> [WORK INSTRUCTIONS]:
Could you find every line in the records below that contains the word "body" and copy it?

Saved entries

####

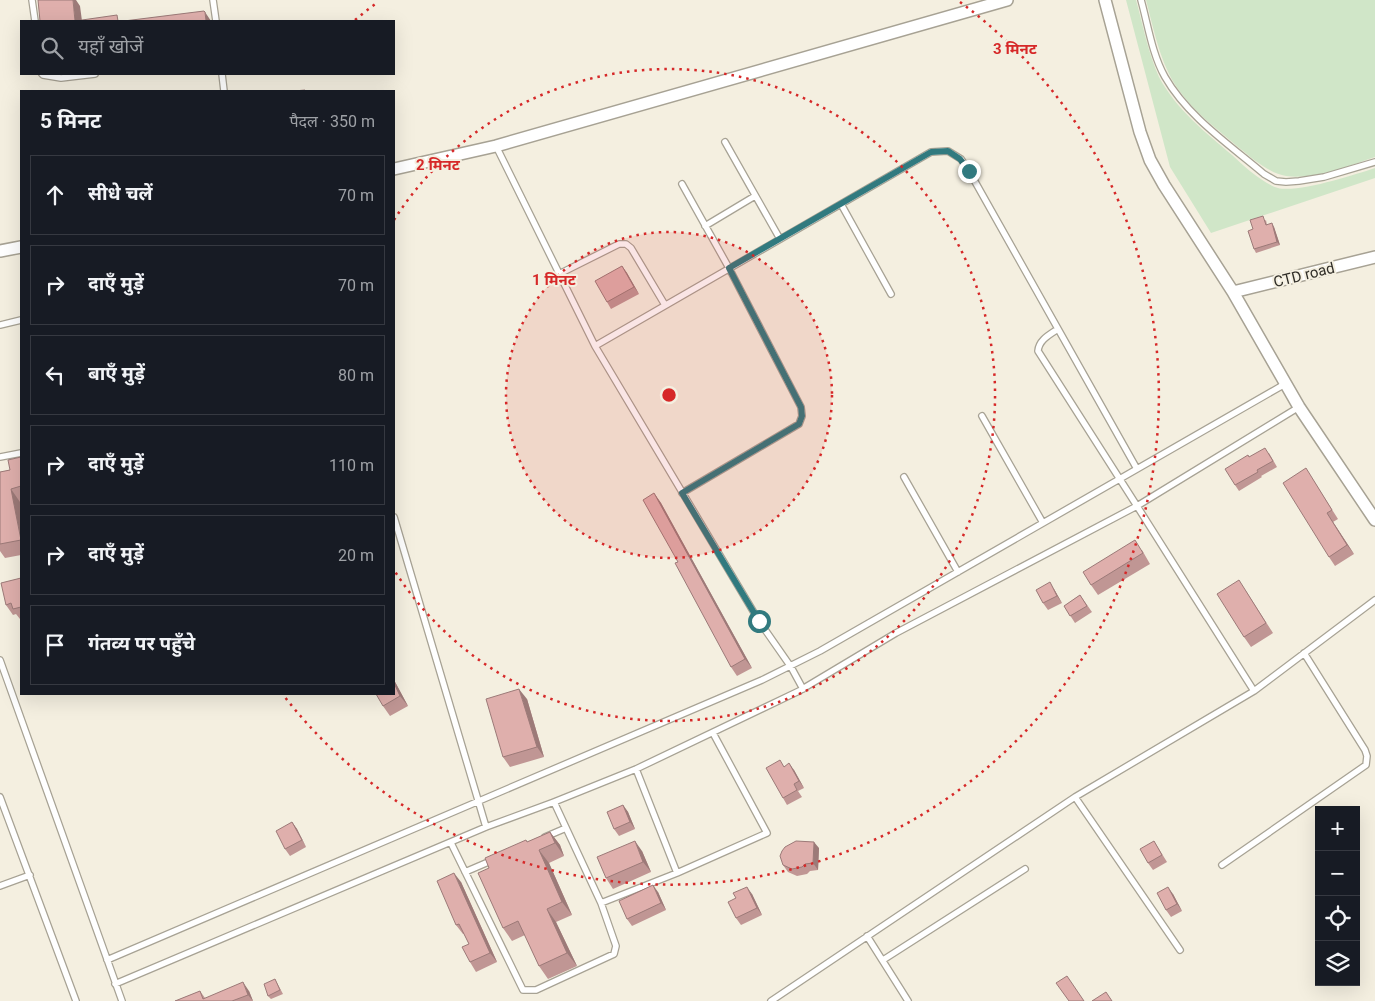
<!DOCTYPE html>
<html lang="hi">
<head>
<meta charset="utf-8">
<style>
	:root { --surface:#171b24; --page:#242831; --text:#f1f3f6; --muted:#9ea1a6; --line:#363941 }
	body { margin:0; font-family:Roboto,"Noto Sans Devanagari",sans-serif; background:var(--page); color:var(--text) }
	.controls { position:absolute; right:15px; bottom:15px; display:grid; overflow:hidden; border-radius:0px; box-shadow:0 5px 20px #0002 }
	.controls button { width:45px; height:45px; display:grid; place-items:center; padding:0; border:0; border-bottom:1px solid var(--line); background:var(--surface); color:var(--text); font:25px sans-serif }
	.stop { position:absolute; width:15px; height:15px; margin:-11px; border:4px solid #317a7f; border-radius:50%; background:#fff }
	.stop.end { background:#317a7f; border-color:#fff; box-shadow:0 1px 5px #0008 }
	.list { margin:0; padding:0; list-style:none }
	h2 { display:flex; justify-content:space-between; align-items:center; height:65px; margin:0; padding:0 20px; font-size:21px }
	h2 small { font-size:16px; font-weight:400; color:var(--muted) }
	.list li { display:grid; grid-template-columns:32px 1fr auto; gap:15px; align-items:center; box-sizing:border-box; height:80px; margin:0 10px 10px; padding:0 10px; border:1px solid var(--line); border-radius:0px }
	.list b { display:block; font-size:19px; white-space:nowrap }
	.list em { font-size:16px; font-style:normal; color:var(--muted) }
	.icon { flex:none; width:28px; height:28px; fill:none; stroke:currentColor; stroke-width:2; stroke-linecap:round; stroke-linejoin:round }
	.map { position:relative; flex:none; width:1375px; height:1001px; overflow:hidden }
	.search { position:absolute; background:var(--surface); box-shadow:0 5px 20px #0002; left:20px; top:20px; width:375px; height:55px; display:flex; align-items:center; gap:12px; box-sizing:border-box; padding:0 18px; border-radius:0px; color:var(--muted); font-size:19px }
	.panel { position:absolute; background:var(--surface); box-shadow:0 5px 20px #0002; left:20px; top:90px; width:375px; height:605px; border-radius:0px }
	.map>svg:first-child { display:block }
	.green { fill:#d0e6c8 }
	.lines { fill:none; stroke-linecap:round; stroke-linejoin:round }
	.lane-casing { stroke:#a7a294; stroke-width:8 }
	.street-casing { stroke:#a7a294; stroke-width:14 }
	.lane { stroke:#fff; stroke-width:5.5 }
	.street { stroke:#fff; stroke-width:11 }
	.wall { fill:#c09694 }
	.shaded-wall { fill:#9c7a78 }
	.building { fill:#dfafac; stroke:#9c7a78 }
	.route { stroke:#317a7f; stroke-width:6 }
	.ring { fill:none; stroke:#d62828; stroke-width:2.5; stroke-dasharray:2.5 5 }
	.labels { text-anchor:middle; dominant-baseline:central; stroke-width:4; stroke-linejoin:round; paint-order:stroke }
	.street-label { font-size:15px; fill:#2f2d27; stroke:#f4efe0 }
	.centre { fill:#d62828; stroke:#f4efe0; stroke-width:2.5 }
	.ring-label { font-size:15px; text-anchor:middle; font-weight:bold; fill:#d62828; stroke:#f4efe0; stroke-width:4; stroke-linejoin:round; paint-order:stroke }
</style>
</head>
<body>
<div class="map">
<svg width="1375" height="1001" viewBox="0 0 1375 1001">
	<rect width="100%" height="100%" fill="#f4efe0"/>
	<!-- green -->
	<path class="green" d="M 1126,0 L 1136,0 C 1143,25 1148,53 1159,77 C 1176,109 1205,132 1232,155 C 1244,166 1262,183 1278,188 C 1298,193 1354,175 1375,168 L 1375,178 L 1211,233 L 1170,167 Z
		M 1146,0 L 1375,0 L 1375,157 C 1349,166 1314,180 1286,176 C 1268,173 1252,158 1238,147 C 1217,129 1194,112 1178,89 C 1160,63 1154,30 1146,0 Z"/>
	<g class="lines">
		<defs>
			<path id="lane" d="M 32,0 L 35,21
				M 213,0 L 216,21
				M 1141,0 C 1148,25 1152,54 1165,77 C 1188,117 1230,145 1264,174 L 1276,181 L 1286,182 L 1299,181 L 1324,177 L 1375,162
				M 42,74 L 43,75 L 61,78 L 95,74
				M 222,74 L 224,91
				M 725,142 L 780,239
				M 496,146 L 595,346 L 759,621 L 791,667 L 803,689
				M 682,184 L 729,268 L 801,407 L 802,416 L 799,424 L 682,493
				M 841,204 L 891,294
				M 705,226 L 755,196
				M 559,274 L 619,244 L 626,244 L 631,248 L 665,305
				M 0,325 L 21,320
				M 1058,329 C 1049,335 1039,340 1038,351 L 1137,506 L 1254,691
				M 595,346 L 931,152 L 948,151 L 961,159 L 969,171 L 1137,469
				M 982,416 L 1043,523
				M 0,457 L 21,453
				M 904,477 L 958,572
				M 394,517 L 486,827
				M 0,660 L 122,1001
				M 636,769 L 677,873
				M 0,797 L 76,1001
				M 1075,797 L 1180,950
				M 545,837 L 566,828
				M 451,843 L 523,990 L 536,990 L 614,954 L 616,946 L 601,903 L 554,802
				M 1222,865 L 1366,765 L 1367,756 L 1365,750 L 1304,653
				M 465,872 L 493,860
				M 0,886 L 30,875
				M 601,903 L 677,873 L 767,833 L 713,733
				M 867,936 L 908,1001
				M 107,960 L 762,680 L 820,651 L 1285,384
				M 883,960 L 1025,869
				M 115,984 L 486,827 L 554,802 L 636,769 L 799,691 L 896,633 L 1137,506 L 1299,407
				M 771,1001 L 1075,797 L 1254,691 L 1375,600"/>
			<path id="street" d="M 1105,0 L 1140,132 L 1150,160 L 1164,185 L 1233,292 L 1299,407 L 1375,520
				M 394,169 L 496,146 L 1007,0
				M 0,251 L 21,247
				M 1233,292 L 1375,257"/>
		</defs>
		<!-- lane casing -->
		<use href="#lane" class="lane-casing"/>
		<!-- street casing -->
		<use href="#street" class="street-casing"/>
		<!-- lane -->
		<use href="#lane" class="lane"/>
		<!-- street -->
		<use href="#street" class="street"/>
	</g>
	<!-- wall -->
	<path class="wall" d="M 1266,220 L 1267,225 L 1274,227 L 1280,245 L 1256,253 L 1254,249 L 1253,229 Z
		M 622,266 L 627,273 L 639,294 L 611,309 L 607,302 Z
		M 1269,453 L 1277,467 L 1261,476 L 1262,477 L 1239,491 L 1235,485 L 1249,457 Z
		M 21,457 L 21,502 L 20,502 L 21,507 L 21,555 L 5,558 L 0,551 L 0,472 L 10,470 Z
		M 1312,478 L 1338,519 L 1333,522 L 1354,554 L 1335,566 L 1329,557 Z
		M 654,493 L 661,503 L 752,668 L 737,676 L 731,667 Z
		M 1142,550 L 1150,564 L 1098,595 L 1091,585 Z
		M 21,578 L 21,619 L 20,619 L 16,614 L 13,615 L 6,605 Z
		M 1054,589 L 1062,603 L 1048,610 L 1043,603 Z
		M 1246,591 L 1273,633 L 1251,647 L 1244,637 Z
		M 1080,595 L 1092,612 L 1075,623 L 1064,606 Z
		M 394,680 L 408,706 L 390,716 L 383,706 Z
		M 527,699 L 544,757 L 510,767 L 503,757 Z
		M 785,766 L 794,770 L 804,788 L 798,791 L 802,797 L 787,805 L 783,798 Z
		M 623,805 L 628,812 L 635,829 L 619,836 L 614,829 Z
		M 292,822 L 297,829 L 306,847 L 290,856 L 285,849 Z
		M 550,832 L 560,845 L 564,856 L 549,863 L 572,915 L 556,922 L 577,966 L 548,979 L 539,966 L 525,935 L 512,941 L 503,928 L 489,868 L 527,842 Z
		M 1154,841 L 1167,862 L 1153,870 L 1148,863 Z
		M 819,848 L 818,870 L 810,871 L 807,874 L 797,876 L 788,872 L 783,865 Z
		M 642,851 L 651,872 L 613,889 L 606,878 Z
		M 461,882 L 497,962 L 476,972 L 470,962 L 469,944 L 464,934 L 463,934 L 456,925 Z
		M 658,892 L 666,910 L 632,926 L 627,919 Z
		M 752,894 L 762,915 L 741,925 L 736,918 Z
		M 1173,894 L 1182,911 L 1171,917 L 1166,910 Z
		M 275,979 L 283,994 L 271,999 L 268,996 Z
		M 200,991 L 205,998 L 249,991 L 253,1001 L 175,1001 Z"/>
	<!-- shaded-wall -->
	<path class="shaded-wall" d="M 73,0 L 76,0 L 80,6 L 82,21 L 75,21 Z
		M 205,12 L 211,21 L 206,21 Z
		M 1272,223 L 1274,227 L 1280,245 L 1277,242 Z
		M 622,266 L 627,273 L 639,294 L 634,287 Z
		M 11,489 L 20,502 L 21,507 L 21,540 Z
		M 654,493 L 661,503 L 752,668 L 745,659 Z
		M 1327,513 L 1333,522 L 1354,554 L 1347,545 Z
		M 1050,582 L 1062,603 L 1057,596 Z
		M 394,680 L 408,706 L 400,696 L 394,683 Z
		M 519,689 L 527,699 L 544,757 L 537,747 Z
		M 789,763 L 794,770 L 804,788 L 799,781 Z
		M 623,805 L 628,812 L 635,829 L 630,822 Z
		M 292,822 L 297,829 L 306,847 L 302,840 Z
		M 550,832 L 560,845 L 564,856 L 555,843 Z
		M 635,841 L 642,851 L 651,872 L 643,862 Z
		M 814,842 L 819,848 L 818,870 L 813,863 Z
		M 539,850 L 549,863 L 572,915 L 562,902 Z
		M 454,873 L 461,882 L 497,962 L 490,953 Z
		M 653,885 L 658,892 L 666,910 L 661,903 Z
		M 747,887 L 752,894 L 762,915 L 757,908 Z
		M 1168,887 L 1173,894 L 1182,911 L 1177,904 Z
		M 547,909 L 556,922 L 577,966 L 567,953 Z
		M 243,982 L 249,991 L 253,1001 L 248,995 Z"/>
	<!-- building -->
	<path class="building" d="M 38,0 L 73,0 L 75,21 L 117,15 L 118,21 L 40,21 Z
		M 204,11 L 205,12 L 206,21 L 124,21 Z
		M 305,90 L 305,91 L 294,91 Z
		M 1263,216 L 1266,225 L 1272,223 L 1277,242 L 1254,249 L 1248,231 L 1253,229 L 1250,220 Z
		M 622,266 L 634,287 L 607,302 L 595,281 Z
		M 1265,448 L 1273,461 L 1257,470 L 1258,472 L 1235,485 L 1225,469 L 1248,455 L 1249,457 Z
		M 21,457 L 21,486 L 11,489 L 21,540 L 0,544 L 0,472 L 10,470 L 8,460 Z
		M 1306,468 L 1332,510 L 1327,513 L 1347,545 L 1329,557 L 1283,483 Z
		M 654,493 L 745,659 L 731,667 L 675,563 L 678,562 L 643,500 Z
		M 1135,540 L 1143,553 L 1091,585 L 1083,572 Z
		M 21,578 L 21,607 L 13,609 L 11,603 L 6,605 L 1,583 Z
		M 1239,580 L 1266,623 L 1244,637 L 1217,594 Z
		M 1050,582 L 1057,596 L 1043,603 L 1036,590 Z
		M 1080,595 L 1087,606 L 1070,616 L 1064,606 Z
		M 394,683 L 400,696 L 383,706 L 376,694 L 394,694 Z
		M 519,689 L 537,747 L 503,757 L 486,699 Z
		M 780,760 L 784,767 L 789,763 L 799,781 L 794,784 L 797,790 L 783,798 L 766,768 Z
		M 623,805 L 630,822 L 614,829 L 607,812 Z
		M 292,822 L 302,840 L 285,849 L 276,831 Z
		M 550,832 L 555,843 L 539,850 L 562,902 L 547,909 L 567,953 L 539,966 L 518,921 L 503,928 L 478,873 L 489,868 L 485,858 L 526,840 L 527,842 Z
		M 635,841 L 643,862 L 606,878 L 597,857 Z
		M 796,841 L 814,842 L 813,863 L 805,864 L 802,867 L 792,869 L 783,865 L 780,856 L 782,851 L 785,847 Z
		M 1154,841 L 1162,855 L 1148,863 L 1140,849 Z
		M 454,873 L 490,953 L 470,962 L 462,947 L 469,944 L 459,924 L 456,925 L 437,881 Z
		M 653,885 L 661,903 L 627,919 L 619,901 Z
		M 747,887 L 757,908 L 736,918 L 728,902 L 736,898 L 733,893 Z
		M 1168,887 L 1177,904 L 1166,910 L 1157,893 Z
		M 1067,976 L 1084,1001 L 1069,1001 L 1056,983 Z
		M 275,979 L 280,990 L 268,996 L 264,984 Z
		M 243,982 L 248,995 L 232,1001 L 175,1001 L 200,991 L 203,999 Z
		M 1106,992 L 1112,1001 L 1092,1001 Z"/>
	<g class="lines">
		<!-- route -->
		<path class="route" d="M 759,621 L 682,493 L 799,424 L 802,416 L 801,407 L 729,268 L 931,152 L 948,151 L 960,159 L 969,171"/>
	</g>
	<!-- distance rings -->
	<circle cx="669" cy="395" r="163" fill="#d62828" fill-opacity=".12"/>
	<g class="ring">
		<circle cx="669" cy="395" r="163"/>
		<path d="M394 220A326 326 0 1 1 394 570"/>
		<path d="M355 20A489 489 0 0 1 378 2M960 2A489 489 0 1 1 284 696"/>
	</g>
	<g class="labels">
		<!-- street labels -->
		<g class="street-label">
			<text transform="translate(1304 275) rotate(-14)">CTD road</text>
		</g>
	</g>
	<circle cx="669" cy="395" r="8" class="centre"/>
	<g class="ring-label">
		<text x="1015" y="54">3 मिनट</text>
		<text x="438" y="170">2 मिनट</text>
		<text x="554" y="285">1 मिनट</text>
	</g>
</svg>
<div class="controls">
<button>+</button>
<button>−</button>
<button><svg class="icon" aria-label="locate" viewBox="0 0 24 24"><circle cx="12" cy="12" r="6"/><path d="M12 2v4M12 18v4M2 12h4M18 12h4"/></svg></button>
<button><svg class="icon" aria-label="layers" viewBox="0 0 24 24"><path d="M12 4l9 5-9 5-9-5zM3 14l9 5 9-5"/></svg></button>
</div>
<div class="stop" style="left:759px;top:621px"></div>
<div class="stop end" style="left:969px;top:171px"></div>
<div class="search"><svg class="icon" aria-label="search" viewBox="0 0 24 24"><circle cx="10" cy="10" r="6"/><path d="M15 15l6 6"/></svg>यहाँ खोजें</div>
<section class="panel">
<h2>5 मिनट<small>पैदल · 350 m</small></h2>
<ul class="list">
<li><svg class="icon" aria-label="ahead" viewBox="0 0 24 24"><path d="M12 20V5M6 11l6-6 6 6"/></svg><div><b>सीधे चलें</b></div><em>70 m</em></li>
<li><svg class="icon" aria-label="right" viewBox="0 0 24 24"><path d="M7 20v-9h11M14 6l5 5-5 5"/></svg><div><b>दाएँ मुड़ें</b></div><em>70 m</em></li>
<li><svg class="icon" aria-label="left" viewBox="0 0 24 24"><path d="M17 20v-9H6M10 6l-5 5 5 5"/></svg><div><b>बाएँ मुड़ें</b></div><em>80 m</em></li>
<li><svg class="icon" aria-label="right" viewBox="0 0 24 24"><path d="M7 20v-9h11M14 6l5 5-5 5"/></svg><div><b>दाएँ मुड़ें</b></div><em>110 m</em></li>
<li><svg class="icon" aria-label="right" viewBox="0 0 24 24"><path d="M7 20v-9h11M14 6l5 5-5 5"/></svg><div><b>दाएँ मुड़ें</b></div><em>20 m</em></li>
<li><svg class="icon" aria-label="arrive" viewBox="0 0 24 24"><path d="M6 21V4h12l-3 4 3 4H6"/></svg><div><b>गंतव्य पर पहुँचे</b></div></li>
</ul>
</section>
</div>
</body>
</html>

####

> [YOUR SOLUTION]:
	body { margin:0; font-family:Roboto,"Noto Sans Devanagari",sans-serif; background:var(--page); color:var(--text) }
<body>
</body>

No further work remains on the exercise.